1943, la lista di McKune

Adesso c’è uno di quei mostri di vetro e acciaio che sembrano voler annullare ogni dimensione umana, ma negli anni Quaranta al numero 107 Ovest della 47ma strada, vicino a Times Square, un cartello invitava a entrare in un portone che stava tra un negozio di valige e uno di pipe, strillando a lettere cubitali “DISCHI – dischi di jazz hot, quattro per un dollaro, entrate e risparmiate”. Chiamato ufficialmente Jazz Record Center, dai frequentatori il negozio veniva indicato semplicemente come “da Indian Joe”. Fondatore e proprietario era infatti Joe Clauberg, un pellerossa con la sigaretta sempre in bocca che dopo aver fatto il forzuto da circo si era messo a vendere libri usati e a pubblicare “The Hobo News”, il giornale dei senzatetto. Mentre distribuiva il giornale un distributore, che li ritirava dai jukebox, gli aveva offerto scatole su scatole di 78 giri usati. Gli oggetti, con grande sorpresa di Indian Joe, avevano incontrato l’interesse della piccola ma agguerrita combriccola di collezionisti di jazz di New York. Il successo dei dischi fu tale che ben presto nel negozio, situato al primo piano, non ci fu spazio per niente altro. Il sabato pomeriggio il posto era pieno di appassionati di jazz che spulciavano i dischi, mentre Indian Joe parlava con i suoi vecchi amici del circo e un bookmaker disoccupato dormiva su giacigli di fortuna smaltendo la sbornia – era sempre sdraiato, tanto che lo chiamavano Horizontal Abe, Abele l’orizzontale. “Tutto il jazz da Bunk a Monk” proclamava fuori l’insegna del negozio, ma all’interno i clienti erano rigidamente divisi in gruppi.

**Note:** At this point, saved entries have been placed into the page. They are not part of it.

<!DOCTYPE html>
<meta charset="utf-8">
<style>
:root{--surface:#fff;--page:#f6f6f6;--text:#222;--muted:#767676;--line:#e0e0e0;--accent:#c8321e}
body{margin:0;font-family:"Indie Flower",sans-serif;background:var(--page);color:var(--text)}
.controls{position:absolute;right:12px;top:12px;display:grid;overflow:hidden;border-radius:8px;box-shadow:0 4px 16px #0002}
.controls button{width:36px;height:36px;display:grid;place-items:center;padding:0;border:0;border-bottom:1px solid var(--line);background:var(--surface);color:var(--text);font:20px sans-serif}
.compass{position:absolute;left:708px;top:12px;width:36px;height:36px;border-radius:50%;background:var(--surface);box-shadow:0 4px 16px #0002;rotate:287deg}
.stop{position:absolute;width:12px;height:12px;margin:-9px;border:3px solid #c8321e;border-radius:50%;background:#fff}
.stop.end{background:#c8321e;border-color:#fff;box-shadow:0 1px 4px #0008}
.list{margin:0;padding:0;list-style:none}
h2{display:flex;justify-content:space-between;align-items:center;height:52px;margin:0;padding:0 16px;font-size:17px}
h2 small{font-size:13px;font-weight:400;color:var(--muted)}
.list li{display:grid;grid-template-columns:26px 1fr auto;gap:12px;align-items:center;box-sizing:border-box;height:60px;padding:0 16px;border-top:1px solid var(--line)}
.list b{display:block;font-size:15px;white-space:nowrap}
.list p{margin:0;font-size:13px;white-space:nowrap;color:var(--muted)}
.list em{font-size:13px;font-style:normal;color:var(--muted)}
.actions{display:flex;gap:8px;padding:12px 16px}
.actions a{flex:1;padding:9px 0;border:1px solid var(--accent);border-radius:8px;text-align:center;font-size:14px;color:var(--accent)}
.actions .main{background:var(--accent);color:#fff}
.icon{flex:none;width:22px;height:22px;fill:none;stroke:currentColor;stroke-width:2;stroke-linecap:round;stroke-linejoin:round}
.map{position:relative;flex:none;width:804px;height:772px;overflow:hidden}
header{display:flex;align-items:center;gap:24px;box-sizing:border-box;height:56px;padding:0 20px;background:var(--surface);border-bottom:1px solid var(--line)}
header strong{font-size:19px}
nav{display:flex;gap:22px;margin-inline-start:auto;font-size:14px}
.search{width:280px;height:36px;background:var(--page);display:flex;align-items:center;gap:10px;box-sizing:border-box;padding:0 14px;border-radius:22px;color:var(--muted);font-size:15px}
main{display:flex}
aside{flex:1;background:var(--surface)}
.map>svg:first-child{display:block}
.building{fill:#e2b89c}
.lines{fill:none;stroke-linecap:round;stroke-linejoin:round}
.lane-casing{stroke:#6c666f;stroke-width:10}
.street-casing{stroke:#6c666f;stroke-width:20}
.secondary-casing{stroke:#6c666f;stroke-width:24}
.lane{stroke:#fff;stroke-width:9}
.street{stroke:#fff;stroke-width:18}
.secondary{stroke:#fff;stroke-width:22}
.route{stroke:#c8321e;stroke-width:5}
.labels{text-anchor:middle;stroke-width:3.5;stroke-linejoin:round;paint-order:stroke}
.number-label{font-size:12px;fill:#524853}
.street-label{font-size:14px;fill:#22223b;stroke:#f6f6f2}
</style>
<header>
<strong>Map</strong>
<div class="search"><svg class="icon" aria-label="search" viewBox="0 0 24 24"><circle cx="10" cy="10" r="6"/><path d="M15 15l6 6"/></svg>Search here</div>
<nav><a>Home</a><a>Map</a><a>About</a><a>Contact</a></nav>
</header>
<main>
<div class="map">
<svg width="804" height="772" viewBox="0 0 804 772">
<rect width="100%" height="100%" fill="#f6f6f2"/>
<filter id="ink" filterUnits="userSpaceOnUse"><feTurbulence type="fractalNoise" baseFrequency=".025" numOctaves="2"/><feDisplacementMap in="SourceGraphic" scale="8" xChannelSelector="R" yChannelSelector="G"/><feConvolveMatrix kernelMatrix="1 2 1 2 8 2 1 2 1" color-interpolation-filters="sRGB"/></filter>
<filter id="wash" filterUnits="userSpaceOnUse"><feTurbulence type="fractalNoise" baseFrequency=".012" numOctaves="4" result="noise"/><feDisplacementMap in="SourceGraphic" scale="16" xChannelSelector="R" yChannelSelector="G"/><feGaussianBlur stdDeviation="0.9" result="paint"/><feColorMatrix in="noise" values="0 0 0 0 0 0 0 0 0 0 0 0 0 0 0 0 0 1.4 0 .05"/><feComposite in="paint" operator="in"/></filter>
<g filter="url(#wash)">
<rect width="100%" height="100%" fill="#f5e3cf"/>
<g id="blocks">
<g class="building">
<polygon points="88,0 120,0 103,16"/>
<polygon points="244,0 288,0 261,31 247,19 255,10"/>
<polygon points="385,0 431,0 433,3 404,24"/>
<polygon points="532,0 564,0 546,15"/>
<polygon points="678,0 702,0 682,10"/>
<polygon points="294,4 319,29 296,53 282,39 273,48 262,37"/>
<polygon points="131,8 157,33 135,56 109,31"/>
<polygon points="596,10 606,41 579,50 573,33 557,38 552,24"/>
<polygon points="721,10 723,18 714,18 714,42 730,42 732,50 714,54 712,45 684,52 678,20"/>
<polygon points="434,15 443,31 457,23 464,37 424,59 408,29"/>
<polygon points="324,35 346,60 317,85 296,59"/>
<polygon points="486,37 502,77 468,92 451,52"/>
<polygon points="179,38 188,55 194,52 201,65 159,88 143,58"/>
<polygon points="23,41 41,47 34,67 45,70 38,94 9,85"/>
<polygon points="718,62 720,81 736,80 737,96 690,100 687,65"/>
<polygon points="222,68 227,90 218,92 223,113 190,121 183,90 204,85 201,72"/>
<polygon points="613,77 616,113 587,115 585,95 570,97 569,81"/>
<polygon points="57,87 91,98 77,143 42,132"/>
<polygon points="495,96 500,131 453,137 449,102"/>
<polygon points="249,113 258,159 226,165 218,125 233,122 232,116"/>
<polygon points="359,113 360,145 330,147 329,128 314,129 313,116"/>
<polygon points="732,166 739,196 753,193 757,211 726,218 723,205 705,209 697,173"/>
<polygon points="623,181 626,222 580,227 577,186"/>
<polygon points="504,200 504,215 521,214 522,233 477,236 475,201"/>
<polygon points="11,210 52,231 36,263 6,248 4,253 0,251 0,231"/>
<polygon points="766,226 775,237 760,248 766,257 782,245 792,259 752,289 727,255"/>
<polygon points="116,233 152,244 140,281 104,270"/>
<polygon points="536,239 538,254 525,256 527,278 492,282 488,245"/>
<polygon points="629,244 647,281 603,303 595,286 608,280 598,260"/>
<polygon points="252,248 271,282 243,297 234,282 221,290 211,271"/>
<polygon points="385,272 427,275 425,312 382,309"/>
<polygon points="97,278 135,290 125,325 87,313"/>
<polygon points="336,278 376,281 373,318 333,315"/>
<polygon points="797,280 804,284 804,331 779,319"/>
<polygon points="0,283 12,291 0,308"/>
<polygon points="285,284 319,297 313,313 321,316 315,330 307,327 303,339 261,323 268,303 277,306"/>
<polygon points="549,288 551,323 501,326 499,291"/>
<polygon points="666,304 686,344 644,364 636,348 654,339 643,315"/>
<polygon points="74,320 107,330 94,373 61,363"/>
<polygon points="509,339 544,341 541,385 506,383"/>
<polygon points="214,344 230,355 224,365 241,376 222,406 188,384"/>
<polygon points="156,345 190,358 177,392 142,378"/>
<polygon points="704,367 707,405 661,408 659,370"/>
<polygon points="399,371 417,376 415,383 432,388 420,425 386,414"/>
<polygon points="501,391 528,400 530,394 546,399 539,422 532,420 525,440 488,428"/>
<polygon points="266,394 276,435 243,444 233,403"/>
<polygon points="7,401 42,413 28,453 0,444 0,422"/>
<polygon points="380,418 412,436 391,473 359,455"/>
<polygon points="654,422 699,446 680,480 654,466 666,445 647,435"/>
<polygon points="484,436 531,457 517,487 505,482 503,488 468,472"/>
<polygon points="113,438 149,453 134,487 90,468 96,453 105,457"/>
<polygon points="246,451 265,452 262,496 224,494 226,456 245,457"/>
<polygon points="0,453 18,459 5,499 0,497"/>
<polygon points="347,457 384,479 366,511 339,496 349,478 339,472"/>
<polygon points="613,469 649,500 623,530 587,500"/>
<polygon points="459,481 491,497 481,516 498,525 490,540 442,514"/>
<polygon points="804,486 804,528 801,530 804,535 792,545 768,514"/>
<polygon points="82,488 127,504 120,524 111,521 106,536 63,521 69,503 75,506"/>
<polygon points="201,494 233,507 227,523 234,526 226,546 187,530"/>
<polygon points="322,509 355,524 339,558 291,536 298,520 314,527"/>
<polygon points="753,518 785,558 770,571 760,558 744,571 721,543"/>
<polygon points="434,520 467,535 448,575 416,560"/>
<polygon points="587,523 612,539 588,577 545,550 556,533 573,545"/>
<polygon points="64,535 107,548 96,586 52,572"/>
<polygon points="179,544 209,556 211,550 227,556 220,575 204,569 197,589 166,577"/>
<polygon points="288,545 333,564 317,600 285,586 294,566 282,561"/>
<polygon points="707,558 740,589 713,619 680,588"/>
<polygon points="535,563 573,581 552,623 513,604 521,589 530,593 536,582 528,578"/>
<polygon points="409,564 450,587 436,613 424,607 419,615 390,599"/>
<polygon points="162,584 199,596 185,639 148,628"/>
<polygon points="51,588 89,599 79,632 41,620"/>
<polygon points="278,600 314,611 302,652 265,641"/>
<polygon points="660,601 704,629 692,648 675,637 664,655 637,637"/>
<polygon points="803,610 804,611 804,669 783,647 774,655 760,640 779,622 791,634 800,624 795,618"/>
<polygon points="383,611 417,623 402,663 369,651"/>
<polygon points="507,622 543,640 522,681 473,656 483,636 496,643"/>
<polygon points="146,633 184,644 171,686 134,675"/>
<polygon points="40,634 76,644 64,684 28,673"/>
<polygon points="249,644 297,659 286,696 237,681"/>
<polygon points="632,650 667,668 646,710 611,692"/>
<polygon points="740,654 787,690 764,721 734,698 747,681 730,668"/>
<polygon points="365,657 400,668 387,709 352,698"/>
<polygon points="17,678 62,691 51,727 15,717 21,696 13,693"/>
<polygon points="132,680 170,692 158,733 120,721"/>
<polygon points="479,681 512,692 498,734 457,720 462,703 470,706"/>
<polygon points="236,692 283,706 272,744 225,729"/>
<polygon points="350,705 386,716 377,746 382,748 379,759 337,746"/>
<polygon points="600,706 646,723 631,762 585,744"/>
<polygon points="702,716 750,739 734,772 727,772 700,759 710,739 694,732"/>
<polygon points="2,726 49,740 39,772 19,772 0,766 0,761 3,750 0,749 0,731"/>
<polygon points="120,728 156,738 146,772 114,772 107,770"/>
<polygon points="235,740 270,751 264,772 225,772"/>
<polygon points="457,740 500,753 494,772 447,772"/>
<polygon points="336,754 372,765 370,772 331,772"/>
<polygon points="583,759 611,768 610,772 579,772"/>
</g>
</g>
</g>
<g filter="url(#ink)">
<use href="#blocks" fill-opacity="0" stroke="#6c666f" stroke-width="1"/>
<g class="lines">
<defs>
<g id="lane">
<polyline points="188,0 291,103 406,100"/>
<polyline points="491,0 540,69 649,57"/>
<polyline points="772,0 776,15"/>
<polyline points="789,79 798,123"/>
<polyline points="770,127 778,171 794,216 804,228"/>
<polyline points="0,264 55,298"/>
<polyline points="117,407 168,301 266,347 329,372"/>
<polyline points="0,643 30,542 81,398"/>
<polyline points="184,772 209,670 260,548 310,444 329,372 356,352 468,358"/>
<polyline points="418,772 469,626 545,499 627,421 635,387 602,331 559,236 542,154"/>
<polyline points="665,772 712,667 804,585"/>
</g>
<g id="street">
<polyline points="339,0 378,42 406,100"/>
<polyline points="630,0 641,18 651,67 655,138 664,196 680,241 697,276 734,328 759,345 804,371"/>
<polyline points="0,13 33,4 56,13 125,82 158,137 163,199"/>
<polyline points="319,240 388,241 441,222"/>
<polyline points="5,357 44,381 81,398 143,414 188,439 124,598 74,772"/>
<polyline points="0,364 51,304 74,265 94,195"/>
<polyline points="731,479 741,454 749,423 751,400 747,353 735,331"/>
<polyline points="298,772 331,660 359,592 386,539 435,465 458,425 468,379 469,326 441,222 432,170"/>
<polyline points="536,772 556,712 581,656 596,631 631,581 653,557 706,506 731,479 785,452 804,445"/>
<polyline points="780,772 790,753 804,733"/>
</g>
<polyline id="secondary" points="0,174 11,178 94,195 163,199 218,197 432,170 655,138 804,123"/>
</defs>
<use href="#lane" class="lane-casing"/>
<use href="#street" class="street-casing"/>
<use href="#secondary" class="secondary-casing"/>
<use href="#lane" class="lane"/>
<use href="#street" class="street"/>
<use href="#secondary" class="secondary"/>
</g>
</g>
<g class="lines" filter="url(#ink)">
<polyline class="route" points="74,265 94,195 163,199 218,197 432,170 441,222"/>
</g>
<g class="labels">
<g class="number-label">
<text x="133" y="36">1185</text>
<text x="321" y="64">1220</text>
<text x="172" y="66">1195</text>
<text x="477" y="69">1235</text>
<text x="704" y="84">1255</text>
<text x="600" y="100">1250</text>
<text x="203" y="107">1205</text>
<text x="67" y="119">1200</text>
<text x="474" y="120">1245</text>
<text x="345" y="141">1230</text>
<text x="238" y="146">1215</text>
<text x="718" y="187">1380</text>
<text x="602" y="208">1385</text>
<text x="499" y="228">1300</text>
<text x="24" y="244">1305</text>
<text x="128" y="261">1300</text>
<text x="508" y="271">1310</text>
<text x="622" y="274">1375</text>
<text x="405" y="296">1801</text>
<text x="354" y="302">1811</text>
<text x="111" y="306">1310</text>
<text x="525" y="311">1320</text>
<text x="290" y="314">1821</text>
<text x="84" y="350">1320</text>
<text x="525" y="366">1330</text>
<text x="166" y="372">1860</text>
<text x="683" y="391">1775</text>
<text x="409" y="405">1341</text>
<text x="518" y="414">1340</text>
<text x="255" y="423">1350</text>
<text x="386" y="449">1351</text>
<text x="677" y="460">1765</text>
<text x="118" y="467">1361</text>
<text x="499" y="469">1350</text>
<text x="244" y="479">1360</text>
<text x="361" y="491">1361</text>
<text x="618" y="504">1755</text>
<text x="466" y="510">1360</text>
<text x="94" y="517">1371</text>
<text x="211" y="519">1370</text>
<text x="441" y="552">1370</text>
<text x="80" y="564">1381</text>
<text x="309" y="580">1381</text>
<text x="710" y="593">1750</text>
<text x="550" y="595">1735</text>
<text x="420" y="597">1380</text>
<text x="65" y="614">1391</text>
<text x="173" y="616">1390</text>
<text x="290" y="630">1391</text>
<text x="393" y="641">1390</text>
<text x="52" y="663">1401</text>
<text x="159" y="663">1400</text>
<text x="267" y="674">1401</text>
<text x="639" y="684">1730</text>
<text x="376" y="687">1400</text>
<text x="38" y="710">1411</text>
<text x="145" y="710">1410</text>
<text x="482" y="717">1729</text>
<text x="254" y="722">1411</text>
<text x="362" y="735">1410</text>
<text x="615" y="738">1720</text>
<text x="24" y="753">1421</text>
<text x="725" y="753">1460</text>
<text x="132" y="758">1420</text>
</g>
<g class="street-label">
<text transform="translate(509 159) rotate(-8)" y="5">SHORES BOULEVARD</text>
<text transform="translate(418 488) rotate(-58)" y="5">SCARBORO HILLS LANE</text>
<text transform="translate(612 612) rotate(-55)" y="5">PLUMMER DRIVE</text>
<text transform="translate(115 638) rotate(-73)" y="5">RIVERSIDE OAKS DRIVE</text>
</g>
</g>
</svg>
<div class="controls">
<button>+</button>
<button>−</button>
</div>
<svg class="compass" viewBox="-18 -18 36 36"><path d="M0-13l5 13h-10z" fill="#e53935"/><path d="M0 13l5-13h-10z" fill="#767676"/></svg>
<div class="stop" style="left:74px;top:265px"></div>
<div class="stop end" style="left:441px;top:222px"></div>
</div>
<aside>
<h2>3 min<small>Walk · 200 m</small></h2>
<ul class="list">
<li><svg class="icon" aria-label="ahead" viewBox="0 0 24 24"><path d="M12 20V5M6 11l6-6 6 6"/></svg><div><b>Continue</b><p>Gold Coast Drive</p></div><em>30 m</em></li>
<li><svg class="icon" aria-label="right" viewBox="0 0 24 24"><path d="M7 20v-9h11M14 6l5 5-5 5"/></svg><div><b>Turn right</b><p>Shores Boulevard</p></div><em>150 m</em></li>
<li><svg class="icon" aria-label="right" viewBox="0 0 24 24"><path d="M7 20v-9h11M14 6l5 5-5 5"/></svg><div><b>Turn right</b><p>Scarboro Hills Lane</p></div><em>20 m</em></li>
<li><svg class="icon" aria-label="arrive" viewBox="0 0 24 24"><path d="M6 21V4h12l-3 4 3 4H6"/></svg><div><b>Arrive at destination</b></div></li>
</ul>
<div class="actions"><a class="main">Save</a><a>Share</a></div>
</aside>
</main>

C’erano i fan del bebop, quelli orientati verso il nascente progressive jazz di Kenton, i nostalgici dello swing, e un piccolo nucleo di collezionisti di blues. 
Il jazz alla fine degli anni Trenta aveva iniziato a costruire il proprio mito delle origini grazie alla riscoperta di quei pionieri di New Orleans che erano ancora vivi, anche se non più attivi come musicisti. Erano stati riportati in studio d’incisione, per fare sentire come era la musica vera prima che venisse imbastardita dalle big band e dai loro arrangiatori, ed erano usciti i primi libri che celebravano i fasti della New Orleans dell’inizio secolo, scritti da ricercatori che si erano avventurati nell’interno della Louisiana sulle tracce di veterani come Bunk Johnson. Malgrado fosse stato il successo di Crazy Blues interpretato nel 1920 per la Columbia da Mamie Smith a far scoprire alle major del disco che i neri ormai avevano in tasca un mezzo dollaro da spendere per un 78 giri, lanciando il mercato dei “race records” e in quell’ambito la carriera discografica dei grandi musicisti afroamericani di jazz, il blues vocale non aveva ancora avuto i suoi cantori. Era relegato al meglio tra le musiche arcaiche, notevoli solo in quanto avevano fornito la materia prima per il jazz. D’altra parte Mamie, come tutte le altre Smith che la seguirono, non era una cantante popolare, ma una stella del varietà cui i compositori di blues commerciali affidavano le loro opere. Tra i pochi a comprare dischi di blues negli anni Quaranta c’era un uomo di circa trent’anni, magrissimo, biondo di capelli e chiaro di carnagione, invariabilmente vestito di una camicia bianca con le maniche rimboccate e calzoni neri. In silenzio, ogni sabato pomeriggio passava ore a selezionare accuratamente i pochi 78 giri che poteva permettersi e che gli piacevano veramente. Era spesso isolato perché conversare con lui era istruttivo ma non sempre piacevole. Aveva opinioni fermissime basate su una sua gerarchia di valori personale ed unica, e le esprimeva con una intensità prossima alla violenza fisica: «McKune parlava a modo suo», racconta Pete Whelan, uno dei primi collezionisti di blues: «gesticolava in modo incontrollato, e chiunque ci parlasse alla fine veniva stretto al muro, non perché lui ce lo spingesse direttamente, ma per cercare di evitare il mulinare di mani e gomiti con cui rafforzava le sue parole».